**Data provided:**
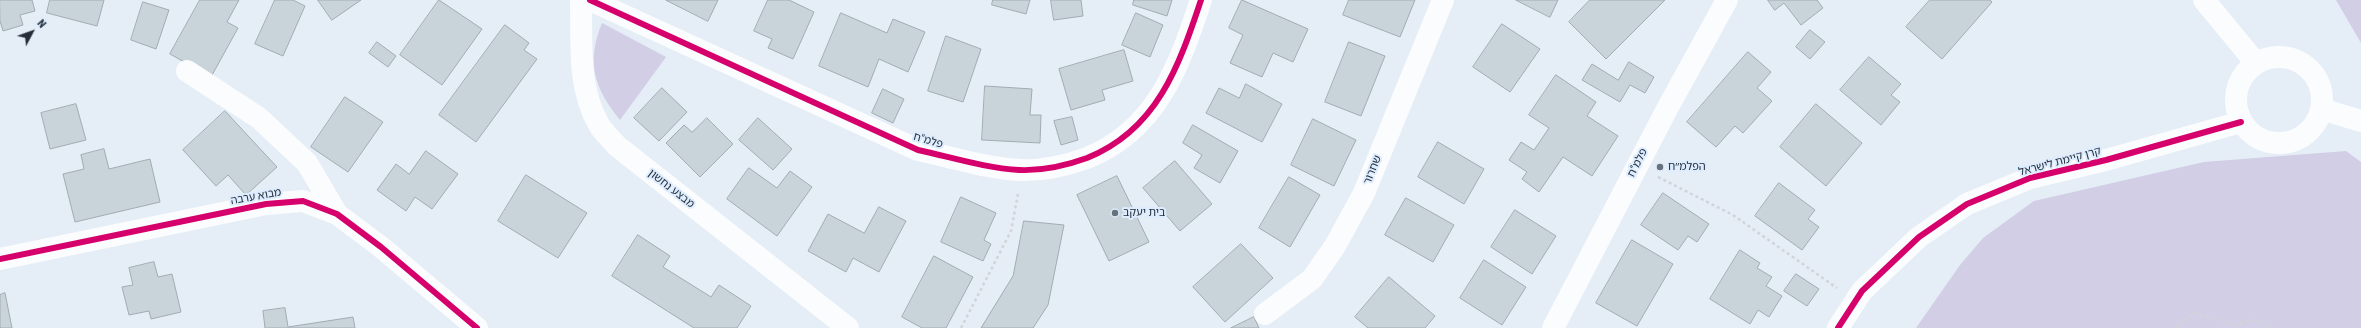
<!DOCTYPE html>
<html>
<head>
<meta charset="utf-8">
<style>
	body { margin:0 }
	#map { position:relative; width:2361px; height:328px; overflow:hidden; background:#e5edf6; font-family:"Roboto Condensed",sans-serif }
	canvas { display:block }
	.north { position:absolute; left:12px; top:12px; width:40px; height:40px; -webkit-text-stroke:3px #ddecfe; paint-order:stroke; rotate:49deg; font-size:11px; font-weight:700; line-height:16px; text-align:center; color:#252f3a }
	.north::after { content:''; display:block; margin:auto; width:14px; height:18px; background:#252f3a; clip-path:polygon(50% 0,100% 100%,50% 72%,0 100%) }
</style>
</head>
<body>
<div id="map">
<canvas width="2361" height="328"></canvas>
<div class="north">N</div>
</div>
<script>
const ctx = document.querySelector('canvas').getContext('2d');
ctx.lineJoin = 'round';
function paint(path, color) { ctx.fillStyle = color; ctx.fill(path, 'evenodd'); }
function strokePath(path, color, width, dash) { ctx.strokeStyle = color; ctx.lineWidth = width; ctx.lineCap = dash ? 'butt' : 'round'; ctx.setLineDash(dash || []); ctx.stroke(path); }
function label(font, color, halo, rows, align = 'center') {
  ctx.font = font + ' "Roboto Condensed","Noto Sans Hebrew",sans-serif'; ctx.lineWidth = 4; ctx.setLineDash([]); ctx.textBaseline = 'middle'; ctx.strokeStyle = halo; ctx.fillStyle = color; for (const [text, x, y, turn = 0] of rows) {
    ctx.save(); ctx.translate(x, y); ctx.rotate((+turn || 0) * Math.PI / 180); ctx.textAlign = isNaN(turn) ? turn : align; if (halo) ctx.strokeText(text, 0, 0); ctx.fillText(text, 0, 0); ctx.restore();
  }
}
paint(new Path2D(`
	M2336 0H2361V43Z
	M602 23 666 57 620 120C594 88 586 62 602 23Z
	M2346 151 2361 162V328H1916L1960 265 1983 238 2034 201 2204 162Z`), '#d1cee5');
const building = new Path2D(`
	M0 0H32L35 11 20 15 23 25 3 31 0 21Z
	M50 0H104L97 26 47 13Z
	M200 0H239L227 22 238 28 211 77 170 54Z
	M275 0H293L305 6 283 56 255 44Z
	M318 0H361L332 20Z
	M439 0 482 29 442 85 400 55Z
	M666 0H718L708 21Z
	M768 0H789L814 12 793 59 768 48 772 39 754 31Z
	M993 0H1030L1026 14 992 5Z
	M1051 0H1081L1083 16 1054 20Z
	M1134 0H1172L1167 16 1133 5Z
	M1242 0 1308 29 1293 62 1273 53 1262 77 1230 63 1243 35 1229 28Z
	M1349 0H1415L1400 37 1343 15Z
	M1516 0H1558L1550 17Z
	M1590 0H1665L1606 59 1569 22Z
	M1768 0H1817L1823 8 1801 25 1784 3 1775 10Z
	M1930 0H1990L1992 2 1942 59 1906 27Z
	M143 2 169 10 156 49 131 40Z
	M841 13 887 33 893 19 925 32 908 72 879 59 868 87 819 66Z
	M1136 13 1163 25 1150 57 1122 45Z
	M1502 24 1540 49 1510 92 1473 67Z
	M505 25 529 43 524 50 537 59 476 142 439 115Z
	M1810 30 1825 42 1810 59 1796 47Z
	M946 36 981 49 963 102 928 91Z
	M377 42 396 56 388 67 369 53Z
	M1349 42 1385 56 1361 116 1325 102Z
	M1124 50 1133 81 1102 90 1105 100 1071 110 1059 69Z
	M1748 52 1771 72 1757 88 1772 101 1743 133 1735 126 1716 147 1687 122Z
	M1869 57 1901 84 1891 95 1900 102 1881 125 1840 90Z
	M1629 62 1654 77 1645 93 1630 85 1620 102 1582 80 1592 64 1618 80Z
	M1556 75 1596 102 1587 116 1618 136 1592 176 1563 157 1539 192 1522 179 1527 172 1509 160 1521 142 1534 150 1549 128 1529 115Z
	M1246 84 1282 104 1262 142 1206 113 1219 88 1239 98Z
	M985 86 1032 89 1030 115H1041L1040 143 982 140Z
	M662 88 687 112 659 141 634 118Z
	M883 89 904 99 893 123 872 113Z
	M345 97 383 122 348 172 311 147Z
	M76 104 86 140 50 149 41 113Z
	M1816 104 1862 143 1826 186 1780 147Z
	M225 111 277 167 246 195 228 175 216 186 183 150Z
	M1072 117 1078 140 1061 145 1054 121Z
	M707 118 733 144 700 177 666 143 684 125 692 132Z
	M758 118 792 149 773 170 739 140Z
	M1313 119 1356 140 1334 186 1291 165Z
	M1193 125 1238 151 1220 183 1194 168 1202 155 1183 143Z
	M1438 142 1484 169 1464 204 1418 177Z
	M104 149 109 169 150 159 160 202 75 222 63 174 84 169 81 155Z
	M426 151 458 174 432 209 415 197 406 211 377 190 396 164 409 174Z
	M1175 161 1212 204 1180 231 1143 188Z
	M749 168 777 188 790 171 812 187 777 236 727 199Z
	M526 175 587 213 558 258 498 221Z
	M1117 176 1149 242 1109 261 1077 195Z
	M1289 177 1320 195 1290 247 1259 228Z
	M1779 183 1815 210 1808 219 1819 227 1802 250 1755 216Z
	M1663 193 1709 224 1697 242 1688 236 1678 250 1641 225Z
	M961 197 996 213 984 240 991 244 983 261 941 242Z
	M1406 198 1454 225 1433 262 1385 235Z
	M879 207 906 221 879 272 853 258 846 272 808 251 828 214 864 233Z
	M1515 210 1556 236 1532 274 1491 247Z
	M1024 221 1064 225 1048 305 1033 328H981L1013 276Z
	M638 235 670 256 663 267 711 297 719 285 751 306 737 328H694L612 276Z
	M1632 240 1673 264 1637 326 1596 303Z
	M1241 244 1273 278 1225 322 1193 287Z
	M1740 250 1760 263 1757 268 1772 277 1766 286 1782 296 1769 317 1758 310 1750 324 1710 299Z
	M934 256 973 277 946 328H922L902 317Z
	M1484 260 1526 287 1502 325 1460 298Z
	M154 262 158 277 172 274 181 312 151 319 149 311 129 315 122 287 133 285 129 268Z
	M1796 274 1819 289 1807 306 1784 291Z
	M1389 277 1435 316 1425 328H1368L1355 317Z
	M5 293 12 328H0V295Z
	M285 308 288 327 353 317 355 328H265L263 311Z
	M1254 317 1259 328H1231Z`);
paint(building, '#c8d3da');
strokePath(building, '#a0acb2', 1);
strokePath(new Path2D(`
	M1658 177 1733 215 1837 288
	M961 328 1011 231 1018 194
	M2175 328 2195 313 2234 325 2255 319 2273 328`), '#d2d5d8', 2.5, [3, 3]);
strokePath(new Path2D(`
	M581 0C582 42 577 87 599 125 603 132 611 139 617 146L848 328
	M590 0 918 150C951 157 985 168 1019 170 1042 171 1065 166 1087 158 1157 130 1179 66 1201 0
	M2204 0 2256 63
	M2236 100a43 43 0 1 1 86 0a43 43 0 1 1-86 0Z
	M187 71 259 118 307 163 337 214
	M2321 109 2361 121
	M0 259 266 204 303 201 337 214 381 247 477 328
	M1265 314 1312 279 1335 246 1364 193 1443 0
	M1553 328 1667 109 1727 0
	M1838 328 1862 291 1919 237 1967 204 2030 178 2106 160 2241 122`), '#fbfcfe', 22);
strokePath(new Path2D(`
	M590 0 918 150C951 157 985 168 1019 170 1042 171 1065 166 1087 158 1157 130 1179 66 1201 0
	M0 259 266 204 303 201 337 214 381 247 477 328
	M1838 328 1862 291 1919 237 1967 204 2030 178 2106 160 2241 122`), '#d6006c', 6);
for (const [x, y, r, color] of [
	[1660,167,4,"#68727c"],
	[1115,213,4,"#68727c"]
]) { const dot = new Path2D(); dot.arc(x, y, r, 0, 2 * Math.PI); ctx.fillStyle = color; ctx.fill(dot); strokePath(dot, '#ddecfe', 1.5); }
label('11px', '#252f3a', '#ddecfe', [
	["פלמ\"ח",928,141,16],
	["קרן קיימת לישראל",2060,162,-15],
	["פלמ\"ח",1638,163,-63],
	["שחרור",1373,170,-68],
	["מבצע נחשון",671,189,38],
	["מבוא ערבה",256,197,-10]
]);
label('11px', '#252f3a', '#ddecfe', [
	["הפלמ״ח",1668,167],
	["בית יעקב",1123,213]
], 'left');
</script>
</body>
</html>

**Your objective:**
Each line from the start of the listing above through the line with "function paint(path, color)" is what to output, exactly as written and without pictures.

**Answer area:**
<!DOCTYPE html>
<html>
<head>
<meta charset="utf-8">
<style>
	body { margin:0 }
	#map { position:relative; width:2361px; height:328px; overflow:hidden; background:#e5edf6; font-family:"Roboto Condensed",sans-serif }
	canvas { display:block }
	.north { position:absolute; left:12px; top:12px; width:40px; height:40px; -webkit-text-stroke:3px #ddecfe; paint-order:stroke; rotate:49deg; font-size:11px; font-weight:700; line-height:16px; text-align:center; color:#252f3a }
	.north::after { content:''; display:block; margin:auto; width:14px; height:18px; background:#252f3a; clip-path:polygon(50% 0,100% 100%,50% 72%,0 100%) }
</style>
</head>
<body>
<div id="map">
<canvas width="2361" height="328"></canvas>
<div class="north">N</div>
</div>
<script>
const ctx = document.querySelector('canvas').getContext('2d');
ctx.lineJoin = 'round';
function paint(path, color) { ctx.fillStyle = color; ctx.fill(path, 'evenodd'); }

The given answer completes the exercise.